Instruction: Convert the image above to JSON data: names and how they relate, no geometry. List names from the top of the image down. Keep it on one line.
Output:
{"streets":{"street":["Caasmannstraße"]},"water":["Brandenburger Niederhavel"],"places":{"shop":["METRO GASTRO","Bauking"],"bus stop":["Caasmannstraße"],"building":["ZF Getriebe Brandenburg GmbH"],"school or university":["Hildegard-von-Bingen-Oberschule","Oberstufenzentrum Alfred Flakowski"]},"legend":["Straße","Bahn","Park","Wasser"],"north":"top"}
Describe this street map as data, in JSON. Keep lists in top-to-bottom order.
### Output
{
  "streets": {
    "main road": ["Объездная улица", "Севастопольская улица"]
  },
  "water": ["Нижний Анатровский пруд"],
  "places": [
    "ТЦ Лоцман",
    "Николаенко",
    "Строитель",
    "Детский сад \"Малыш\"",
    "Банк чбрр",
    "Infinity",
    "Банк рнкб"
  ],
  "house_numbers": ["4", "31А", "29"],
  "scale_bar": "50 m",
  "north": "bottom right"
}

- _Task details_: Find all lines in the records that hold the word "data". Copy them.

- _Exercise result_:
Instruction: Convert the image above to JSON data: names and how they relate, no geometry. List names from the top of the image down. Keep it on one line.
Describe this street map as data, in JSON. Keep lists in top-to-bottom order.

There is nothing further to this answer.